**Recorded information:**

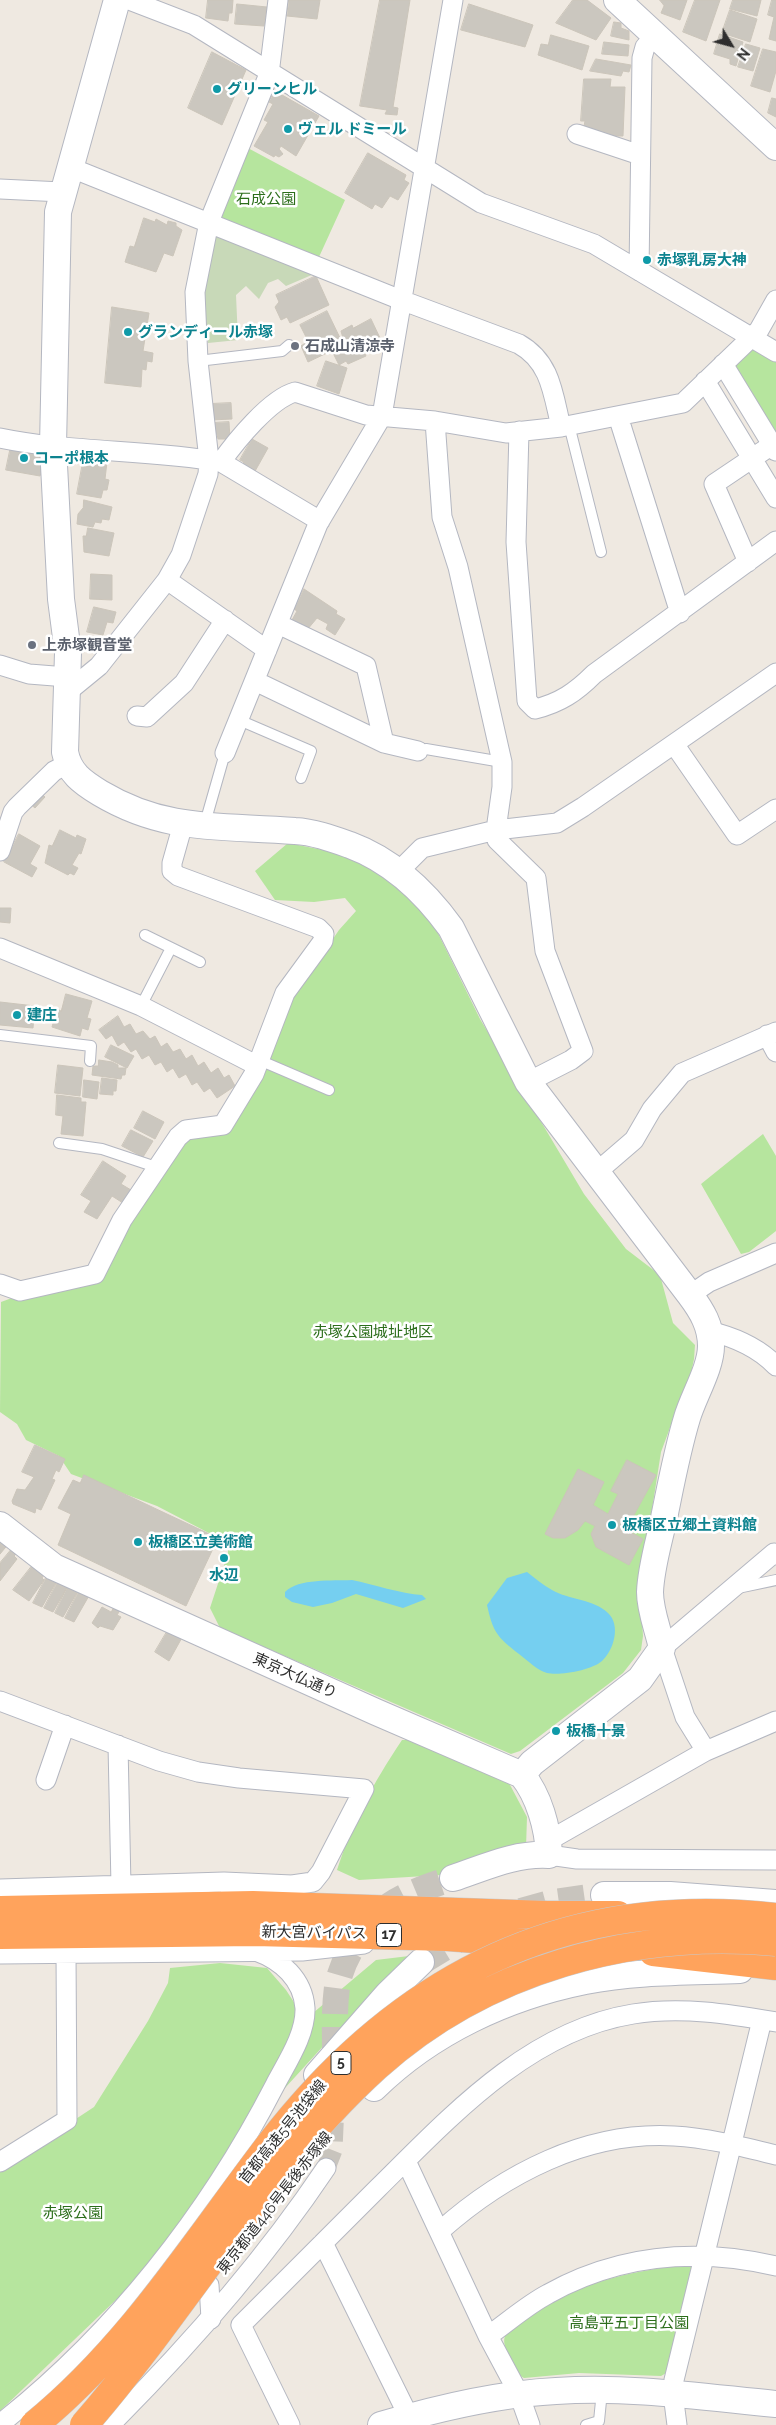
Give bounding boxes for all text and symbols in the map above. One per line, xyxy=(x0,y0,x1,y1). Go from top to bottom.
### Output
north arrow xyxy=(706,20,756,70)
text: N xyxy=(733,45,753,63)
place label: グリーンヒル xyxy=(227,80,317,98)
marker: グリーンヒル xyxy=(211,83,223,95)
place label: ヴェル ドミール xyxy=(298,120,407,138)
marker: ヴェル ドミール xyxy=(282,123,294,135)
park label: 石成公園 xyxy=(236,190,296,208)
place label: 赤塚乳房大神 xyxy=(657,251,747,269)
marker: 赤塚乳房大神 xyxy=(641,254,653,266)
place label: グランディール赤塚 xyxy=(138,323,273,341)
marker: グランディール赤塚 xyxy=(122,326,134,338)
place label: 石成山清涼寺 xyxy=(305,337,395,355)
marker: 石成山清涼寺 xyxy=(289,340,301,352)
place label: コーポ根本 xyxy=(34,449,109,467)
marker: コーポ根本 xyxy=(18,452,30,464)
place label: 上赤塚観音堂 xyxy=(42,636,132,654)
marker: 上赤塚観音堂 xyxy=(26,639,38,651)
place label: 建庄 xyxy=(27,1006,57,1024)
marker: 建庄 xyxy=(11,1009,23,1021)
park label: 赤塚公園城址地区 xyxy=(313,1323,433,1341)
place label: 板橋区立郷土資料館 xyxy=(622,1516,757,1534)
marker: 板橋区立郷土資料館 xyxy=(606,1519,618,1531)
place label: 板橋区立美術館 xyxy=(148,1533,253,1551)
marker: 板橋区立美術館 xyxy=(132,1536,144,1548)
marker: 水辺 xyxy=(218,1552,230,1564)
place label: 水辺 xyxy=(209,1566,239,1584)
street label: 東京大仏通り xyxy=(250,1649,340,1703)
place label: 板橋十景 xyxy=(566,1722,626,1740)
marker: 板橋十景 xyxy=(550,1725,562,1737)
street label: 新大宮バイパス xyxy=(261,1923,367,1943)
road number: 17 xyxy=(376,1924,402,1946)
road number: 5 xyxy=(331,2052,351,2074)
street label: 首都高速5号池袋線 xyxy=(236,2077,330,2187)
street label: 東京都道446号長後赤塚線 xyxy=(214,2128,336,2278)
park label: 赤塚公園 xyxy=(43,2204,103,2222)
park label: 高島平五丁目公園 xyxy=(569,2314,689,2332)

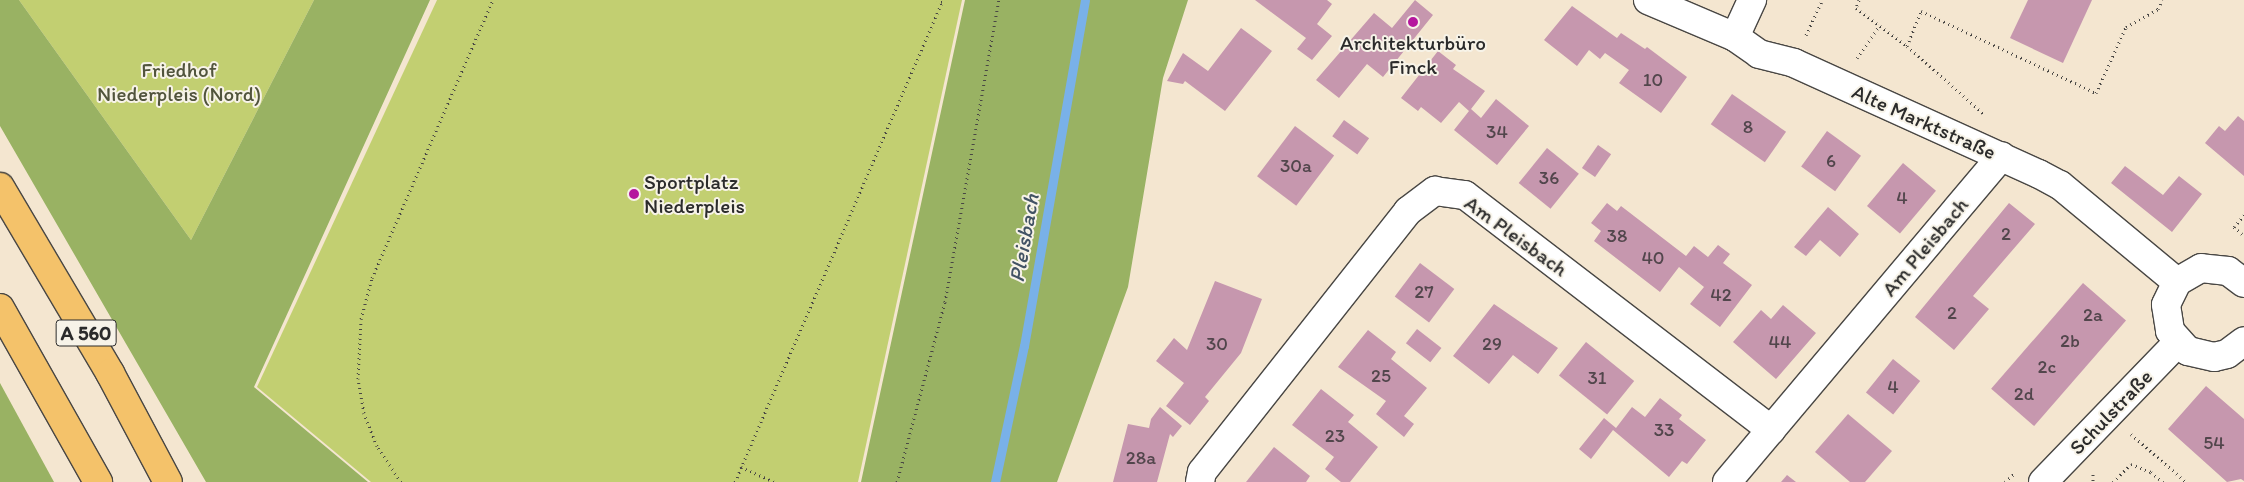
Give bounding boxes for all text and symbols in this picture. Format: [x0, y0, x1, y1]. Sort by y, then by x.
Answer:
marker: Architekturbüro Finck [1407, 16, 1419, 28]
place label: Architekturbüro Finck [1340, 30, 1486, 80]
park label: Friedhof Niederpleis (Nord) [97, 57, 261, 107]
house number: 10 [1643, 69, 1663, 91]
street label: Alte Marktstraße [1848, 79, 2000, 165]
house number: 8 [1743, 116, 1753, 138]
house number: 34 [1486, 121, 1508, 143]
house number: 6 [1826, 150, 1836, 172]
house number: 30a [1280, 155, 1312, 177]
house number: 36 [1539, 167, 1559, 189]
place label: Sportplatz Niederpleis [644, 169, 745, 219]
house number: 4 [1896, 187, 1908, 209]
marker: Sportplatz Niederpleis [628, 188, 640, 200]
street label: Am Pleisbach [1460, 190, 1572, 282]
water label: Pleisbach [1003, 192, 1045, 284]
street label: Am Pleisbach [1876, 193, 1974, 301]
house number: 2 [2001, 223, 2011, 245]
house number: 38 [1607, 225, 1627, 247]
house number: 40 [1641, 247, 1665, 269]
house number: 27 [1414, 281, 1434, 303]
house number: 42 [1710, 284, 1732, 306]
house number: 2 [1947, 302, 1957, 324]
house number: 2a [2083, 304, 2103, 326]
road number: A 560 [55, 316, 117, 350]
house number: 2b [2060, 330, 2080, 352]
house number: 44 [1769, 331, 1791, 353]
house number: 30 [1206, 333, 1228, 355]
house number: 29 [1482, 333, 1502, 355]
house number: 2c [2038, 356, 2056, 378]
street label: Schulstraße [2064, 364, 2158, 460]
house number: 25 [1371, 365, 1391, 387]
house number: 31 [1587, 367, 1607, 389]
house number: 4 [1887, 376, 1899, 398]
house number: 2d [2014, 383, 2034, 405]
house number: 33 [1654, 419, 1674, 441]
house number: 23 [1325, 425, 1345, 447]
house number: 54 [2203, 432, 2225, 454]
house number: 28a [1126, 447, 1156, 469]

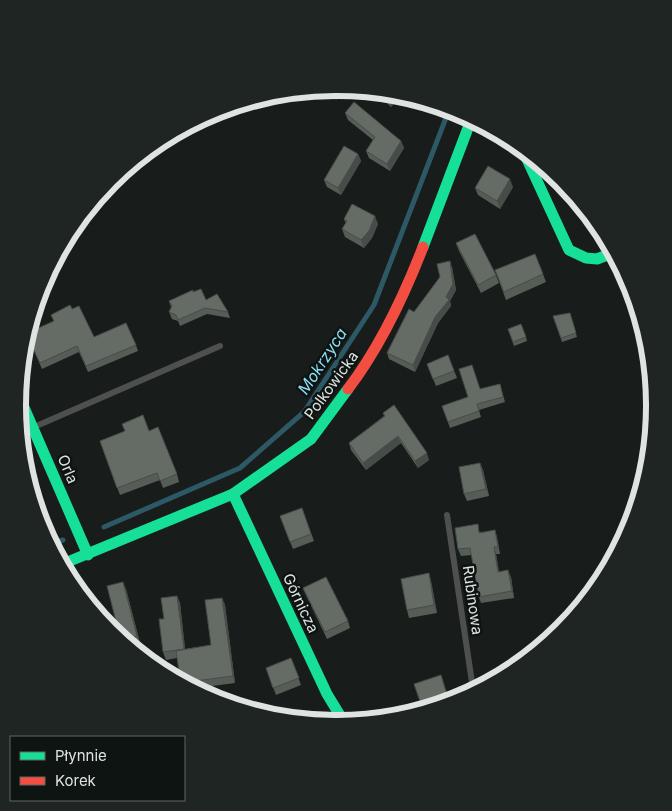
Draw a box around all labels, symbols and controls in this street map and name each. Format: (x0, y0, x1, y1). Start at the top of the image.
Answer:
water label: Mokrzyca (293, 324, 351, 398)
street label: Polkowicka (300, 347, 362, 423)
street label: Orla (54, 452, 82, 486)
street label: Rubinowa (459, 564, 487, 636)
street label: Górnicza (279, 570, 323, 636)
legend (10, 736, 185, 801)
text: Płynnie (55, 746, 107, 765)
text: Korek (55, 771, 97, 790)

**Assignment:** State how many lines in the records above contain the word "ドミール", and give only that number.

**Finished exercise:** 2